Every day, millions of children and adolescents eat while in school, and in many fragile states, school meals form an important part of their diet: it is therefore important that the food provided in schools meets children’s nutritional priorities and is aligned with the possibilities of local food systems.
Nutrition Guidelines and Standards (NGS) are rules, principles and recommendations designed to improve the nutritional quality, quantity and adequacy of school foods and meals. NGS is more than just setting nutrition targets; it requires specific processes to be effective, including collecting and analyzing individual food consumption data, understanding value chains and sourcing possibilities, and identifying regional and local consumption patterns.
NGS therefore has the potential to support the right to food of these often vulnerable groups; however, the necessary process is resource-intensive, requires technical capacity, and involves coordination across different sectors: many low- and middle-income countries are not in a position to do this, or have nutritional standards that need revision. To date, there is no clear process for developing effective nutritional guidelines and standards, nor an internationally agreed approach to doing so. This project aims to address these gaps.
What does this project do?
The project will build a global approach to develop cost-effective, feasible, participatory, context-specific and (food) system-based nutrition guidelines and standards to ensure that school foods meet the nutritional, educational and socio-cultural needs of students. The model will consider aspects such as local availability, food preparation infrastructure, and the social and cultural significance of food to facilitate its use in different food system settings.
In addition, the project will develop other tools and measures, such as food education interventions, food environment policies, etc., to complement NGS, enhance its impact and integrate it into national legal frameworks based on the 2016 Agenda for Sustainable Development. Right to food.

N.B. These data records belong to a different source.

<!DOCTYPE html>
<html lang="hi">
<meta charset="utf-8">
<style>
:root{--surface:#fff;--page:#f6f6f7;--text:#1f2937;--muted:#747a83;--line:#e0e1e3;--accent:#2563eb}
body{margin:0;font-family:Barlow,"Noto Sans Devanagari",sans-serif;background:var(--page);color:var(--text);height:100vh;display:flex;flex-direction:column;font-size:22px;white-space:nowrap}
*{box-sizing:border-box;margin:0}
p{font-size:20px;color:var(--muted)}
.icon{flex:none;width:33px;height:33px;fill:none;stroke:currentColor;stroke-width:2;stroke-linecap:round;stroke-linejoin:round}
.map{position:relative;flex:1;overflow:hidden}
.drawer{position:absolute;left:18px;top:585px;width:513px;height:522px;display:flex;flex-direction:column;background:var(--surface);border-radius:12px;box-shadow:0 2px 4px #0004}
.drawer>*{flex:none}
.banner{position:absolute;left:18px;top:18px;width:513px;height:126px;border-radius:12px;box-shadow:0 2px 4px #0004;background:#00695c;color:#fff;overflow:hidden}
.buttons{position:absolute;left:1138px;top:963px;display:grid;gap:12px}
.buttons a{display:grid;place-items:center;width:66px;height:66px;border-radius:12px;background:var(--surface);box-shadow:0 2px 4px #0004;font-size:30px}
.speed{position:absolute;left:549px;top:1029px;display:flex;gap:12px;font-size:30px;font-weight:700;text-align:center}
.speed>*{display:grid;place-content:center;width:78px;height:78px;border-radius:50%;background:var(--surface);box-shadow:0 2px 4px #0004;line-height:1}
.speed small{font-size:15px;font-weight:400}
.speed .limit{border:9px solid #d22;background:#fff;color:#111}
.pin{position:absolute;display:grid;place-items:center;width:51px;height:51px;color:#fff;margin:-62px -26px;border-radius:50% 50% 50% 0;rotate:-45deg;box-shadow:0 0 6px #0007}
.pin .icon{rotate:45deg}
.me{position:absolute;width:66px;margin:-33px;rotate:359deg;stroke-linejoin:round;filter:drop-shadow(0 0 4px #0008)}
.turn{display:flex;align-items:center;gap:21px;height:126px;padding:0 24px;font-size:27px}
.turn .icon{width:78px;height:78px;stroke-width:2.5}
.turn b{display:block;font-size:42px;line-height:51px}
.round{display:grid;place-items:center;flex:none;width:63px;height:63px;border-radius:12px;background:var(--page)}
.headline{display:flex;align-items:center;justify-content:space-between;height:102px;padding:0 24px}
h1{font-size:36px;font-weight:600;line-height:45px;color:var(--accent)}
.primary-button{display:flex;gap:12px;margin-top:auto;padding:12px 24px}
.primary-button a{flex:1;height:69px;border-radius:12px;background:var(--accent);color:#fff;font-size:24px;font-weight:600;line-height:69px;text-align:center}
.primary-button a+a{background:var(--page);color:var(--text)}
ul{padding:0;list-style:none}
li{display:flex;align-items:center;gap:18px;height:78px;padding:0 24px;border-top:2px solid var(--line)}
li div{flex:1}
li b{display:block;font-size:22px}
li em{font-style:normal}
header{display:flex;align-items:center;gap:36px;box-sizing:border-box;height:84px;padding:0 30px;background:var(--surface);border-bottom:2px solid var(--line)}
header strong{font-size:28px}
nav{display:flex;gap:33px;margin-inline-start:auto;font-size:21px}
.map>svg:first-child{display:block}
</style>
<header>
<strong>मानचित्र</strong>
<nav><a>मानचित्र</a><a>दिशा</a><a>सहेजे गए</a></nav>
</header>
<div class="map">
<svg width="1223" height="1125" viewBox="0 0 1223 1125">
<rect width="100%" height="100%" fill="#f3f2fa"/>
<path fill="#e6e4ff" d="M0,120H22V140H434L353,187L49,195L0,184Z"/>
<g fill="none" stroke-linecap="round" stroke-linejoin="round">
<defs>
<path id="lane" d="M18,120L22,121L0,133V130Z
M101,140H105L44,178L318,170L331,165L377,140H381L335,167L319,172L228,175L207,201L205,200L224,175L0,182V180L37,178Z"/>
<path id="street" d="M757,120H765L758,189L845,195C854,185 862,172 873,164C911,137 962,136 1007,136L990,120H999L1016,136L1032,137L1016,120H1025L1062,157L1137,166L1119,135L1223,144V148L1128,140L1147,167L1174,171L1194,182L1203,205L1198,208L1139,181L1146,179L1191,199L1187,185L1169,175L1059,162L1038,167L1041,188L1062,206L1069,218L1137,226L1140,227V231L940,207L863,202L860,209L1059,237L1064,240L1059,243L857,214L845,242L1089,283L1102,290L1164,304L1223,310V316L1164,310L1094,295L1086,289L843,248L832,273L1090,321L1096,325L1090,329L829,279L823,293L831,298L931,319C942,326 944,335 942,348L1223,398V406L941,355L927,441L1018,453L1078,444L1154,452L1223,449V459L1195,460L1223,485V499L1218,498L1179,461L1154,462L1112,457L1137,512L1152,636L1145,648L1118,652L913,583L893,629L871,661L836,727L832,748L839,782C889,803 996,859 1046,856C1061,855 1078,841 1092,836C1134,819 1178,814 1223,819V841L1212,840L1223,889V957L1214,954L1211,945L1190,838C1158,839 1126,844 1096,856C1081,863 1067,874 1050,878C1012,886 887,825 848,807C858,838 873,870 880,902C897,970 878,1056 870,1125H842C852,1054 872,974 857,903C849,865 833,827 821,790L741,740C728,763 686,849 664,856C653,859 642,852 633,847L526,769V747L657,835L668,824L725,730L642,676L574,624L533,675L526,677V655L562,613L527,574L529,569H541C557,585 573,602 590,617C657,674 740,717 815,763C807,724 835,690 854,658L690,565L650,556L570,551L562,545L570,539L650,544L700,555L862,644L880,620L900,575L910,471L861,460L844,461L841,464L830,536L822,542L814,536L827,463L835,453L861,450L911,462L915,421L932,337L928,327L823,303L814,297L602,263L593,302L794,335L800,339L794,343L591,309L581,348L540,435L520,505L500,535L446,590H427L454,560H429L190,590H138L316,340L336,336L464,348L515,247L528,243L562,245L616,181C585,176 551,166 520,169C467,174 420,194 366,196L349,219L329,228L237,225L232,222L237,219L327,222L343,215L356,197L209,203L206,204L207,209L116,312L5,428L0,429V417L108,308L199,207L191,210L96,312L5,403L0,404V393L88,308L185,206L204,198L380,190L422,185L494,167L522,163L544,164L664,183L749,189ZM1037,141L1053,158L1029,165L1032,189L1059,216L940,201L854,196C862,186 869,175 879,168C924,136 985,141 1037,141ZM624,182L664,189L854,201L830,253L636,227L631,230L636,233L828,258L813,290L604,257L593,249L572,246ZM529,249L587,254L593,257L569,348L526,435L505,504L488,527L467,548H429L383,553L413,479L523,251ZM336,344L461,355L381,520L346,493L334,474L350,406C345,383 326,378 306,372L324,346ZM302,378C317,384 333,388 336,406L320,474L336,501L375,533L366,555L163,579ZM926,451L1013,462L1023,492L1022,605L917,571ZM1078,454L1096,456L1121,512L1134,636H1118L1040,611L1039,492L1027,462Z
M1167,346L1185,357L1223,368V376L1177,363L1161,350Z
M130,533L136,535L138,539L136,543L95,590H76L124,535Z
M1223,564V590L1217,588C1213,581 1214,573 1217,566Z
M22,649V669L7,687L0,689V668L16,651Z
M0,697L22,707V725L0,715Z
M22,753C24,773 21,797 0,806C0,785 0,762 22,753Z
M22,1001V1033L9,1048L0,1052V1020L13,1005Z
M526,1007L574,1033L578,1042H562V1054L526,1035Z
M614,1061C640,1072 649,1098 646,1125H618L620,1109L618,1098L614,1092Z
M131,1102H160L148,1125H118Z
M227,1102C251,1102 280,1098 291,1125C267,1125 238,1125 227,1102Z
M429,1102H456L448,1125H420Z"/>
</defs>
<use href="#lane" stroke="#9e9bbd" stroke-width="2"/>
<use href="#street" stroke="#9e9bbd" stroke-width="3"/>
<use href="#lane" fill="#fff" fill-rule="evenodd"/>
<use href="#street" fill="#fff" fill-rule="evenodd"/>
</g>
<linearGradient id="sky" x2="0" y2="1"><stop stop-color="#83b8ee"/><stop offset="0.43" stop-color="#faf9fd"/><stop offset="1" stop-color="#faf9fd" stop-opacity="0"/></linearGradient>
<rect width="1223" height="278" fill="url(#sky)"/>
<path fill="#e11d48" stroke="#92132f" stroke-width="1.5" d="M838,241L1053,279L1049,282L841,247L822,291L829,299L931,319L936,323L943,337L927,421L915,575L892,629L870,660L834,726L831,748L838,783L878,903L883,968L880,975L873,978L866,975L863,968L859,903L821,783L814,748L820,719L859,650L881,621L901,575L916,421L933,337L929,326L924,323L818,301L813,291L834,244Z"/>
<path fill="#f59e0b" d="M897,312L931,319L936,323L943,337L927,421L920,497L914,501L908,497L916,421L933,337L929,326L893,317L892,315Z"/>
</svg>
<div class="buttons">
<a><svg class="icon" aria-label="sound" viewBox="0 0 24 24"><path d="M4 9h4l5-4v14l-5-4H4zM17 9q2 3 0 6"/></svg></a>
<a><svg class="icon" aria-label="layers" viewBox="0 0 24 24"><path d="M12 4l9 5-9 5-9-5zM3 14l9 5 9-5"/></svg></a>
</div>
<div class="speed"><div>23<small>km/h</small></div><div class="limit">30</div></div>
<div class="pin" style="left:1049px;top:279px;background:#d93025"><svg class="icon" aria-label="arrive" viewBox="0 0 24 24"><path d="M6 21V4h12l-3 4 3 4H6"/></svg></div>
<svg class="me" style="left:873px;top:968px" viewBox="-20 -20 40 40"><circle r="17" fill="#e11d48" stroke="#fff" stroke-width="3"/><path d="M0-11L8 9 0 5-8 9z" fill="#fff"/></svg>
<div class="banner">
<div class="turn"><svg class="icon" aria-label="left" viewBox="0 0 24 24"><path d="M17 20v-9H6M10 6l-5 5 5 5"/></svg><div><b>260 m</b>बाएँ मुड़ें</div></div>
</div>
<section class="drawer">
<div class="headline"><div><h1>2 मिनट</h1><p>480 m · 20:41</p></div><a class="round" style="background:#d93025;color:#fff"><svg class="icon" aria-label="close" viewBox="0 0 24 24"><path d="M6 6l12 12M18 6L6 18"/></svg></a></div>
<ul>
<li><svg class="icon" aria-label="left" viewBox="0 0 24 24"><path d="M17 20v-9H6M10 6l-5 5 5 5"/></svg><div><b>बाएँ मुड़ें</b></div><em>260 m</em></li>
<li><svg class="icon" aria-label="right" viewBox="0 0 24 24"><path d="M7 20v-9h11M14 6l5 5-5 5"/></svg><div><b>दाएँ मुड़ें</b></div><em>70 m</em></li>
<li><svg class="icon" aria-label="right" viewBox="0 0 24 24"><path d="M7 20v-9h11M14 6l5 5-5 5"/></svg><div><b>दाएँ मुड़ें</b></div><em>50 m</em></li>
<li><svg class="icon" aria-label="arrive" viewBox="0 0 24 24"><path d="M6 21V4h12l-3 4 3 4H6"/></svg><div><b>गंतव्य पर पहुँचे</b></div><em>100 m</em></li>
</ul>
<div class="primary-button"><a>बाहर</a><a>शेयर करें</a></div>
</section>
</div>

one Online Global Knowledge Center The project has set up a Youth Corner to ensure that the methodologies, guidance products and pilot experiences are widely applied and benefit the targeted institutions and stakeholders. The Hub also serves as a global knowledge base where countries can share experiences, policies and legislative instruments related to NGS for school foods. The Hub has a Youth Corner to enhance participation and give rights holders a voice in such exchanges through stories, videos and case studies, and will also provide an interactive platform for discussion and exchange for countries, organizations and existing networks.

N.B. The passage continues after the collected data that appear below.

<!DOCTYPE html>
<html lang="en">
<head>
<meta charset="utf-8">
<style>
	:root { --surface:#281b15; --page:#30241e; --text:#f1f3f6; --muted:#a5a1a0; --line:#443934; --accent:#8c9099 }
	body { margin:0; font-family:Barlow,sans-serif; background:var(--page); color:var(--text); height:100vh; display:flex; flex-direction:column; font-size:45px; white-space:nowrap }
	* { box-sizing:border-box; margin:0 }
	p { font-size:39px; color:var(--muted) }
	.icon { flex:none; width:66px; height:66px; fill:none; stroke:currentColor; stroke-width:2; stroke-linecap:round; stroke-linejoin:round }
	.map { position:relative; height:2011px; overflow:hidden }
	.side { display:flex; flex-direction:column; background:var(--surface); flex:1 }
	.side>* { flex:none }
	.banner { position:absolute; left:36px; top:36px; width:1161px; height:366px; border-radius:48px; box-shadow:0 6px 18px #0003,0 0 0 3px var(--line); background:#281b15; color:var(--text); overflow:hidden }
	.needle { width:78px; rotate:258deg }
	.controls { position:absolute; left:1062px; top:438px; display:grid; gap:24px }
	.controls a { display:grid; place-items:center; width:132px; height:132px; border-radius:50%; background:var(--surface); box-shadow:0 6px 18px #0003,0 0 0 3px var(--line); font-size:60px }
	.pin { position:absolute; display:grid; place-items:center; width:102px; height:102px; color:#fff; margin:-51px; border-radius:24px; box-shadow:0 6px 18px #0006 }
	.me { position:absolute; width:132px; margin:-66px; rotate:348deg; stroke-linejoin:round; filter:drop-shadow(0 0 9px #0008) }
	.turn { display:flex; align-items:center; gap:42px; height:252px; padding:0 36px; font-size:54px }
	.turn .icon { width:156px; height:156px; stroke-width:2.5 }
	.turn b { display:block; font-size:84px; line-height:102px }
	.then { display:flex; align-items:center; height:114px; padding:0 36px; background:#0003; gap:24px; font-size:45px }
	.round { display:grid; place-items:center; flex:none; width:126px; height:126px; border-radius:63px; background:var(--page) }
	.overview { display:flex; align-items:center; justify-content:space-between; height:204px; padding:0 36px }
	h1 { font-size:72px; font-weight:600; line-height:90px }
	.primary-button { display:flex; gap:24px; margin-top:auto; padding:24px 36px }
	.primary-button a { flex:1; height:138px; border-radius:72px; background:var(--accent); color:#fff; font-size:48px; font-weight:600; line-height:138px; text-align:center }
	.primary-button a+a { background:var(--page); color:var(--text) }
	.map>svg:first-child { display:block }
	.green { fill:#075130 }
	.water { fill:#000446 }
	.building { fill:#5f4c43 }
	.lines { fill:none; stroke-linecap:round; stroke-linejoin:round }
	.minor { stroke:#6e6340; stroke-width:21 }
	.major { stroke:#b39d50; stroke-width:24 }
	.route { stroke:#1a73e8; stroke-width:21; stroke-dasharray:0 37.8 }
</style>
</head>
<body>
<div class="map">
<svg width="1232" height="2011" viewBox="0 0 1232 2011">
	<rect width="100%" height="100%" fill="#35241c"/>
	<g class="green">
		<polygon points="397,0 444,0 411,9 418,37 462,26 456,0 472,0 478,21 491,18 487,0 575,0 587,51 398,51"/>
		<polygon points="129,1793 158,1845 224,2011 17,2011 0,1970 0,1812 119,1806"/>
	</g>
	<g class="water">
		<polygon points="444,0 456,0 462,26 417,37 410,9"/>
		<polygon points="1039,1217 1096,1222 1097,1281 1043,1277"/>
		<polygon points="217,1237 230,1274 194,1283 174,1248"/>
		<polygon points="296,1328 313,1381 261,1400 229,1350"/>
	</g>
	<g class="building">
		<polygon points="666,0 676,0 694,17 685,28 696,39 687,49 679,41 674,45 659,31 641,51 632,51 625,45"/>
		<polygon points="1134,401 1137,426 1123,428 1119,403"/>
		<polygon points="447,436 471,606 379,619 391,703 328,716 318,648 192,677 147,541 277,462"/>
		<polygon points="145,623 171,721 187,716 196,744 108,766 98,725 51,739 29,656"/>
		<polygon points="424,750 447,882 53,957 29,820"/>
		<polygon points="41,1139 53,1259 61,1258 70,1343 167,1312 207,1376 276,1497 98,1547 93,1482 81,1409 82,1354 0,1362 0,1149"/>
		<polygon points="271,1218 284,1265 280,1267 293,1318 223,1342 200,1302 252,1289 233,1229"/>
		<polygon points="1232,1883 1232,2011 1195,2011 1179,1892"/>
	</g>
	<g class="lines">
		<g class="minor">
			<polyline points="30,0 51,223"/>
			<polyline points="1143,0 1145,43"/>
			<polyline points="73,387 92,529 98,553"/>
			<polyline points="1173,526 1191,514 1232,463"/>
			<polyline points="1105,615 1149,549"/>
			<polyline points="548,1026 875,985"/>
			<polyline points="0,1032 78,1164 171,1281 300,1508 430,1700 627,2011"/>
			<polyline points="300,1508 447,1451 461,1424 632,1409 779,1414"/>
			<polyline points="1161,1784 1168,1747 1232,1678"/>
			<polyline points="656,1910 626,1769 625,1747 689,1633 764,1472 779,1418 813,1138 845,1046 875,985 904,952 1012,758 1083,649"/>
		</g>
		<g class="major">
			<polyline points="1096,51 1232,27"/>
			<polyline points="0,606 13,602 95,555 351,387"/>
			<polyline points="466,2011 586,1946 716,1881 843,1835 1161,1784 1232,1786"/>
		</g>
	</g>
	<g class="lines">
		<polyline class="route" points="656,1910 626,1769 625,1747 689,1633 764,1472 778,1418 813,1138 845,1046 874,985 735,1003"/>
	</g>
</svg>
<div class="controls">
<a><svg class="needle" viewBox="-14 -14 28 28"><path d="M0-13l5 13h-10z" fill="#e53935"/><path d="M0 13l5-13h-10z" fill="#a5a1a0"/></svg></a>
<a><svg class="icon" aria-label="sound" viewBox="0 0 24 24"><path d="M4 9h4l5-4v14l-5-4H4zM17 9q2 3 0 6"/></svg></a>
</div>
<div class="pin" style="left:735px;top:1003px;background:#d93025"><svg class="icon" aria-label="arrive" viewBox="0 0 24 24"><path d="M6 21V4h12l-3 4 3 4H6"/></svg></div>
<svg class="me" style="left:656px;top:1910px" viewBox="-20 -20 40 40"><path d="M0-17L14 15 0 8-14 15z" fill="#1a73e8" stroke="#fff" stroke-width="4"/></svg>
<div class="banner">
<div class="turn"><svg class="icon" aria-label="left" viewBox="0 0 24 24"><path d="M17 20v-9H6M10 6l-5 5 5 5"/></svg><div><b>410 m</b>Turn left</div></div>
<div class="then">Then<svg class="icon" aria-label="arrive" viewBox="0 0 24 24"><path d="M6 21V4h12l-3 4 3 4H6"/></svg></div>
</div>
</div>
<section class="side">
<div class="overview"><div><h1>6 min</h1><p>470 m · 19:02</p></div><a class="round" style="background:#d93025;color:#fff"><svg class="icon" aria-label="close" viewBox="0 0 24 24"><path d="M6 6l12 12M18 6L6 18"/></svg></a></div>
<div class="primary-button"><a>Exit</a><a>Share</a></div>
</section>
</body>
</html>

The methodology will be Piloted in Cambodia and Ghana Collaboration with WFP and government stakeholders at subnational level. Capacity building, communication, advocacy and youth engagement strategies at global and country levels will further support and complement the results.
The project aims to achieve two complementary outcomes:
- Promote the adoption of healthy eating habits and consumption of school foods to improve the diets of children and adolescents.
- Raise awareness and knowledge about adequate school meals and food as a legal requirement for the realization of children’s right to food.
The project aims to achieve five outcomes:
- Pilot countries (national level) adopt a food systems approach to develop, strengthen and apply nutrition guidelines and standards and complementary measures.
- (National) Pilot countries have strengthened their capacity to effectively design, implement, evaluate and revise next-generation sequencing and supplementation measures for school foods.
- (Global) Validated methods and complementary tools for designing school food NGS are available to targeted institutions in low- and middle-income countries.
- (Global) The global dialogue around the need, priority, and potential of systems-based NGS for school food has intensified in low- and middle-income countries.
- (Global and National) For low- and middle-income countries, guidance could be developed on incorporating NGS into legal requirements to realize the right to food for children and adolescents.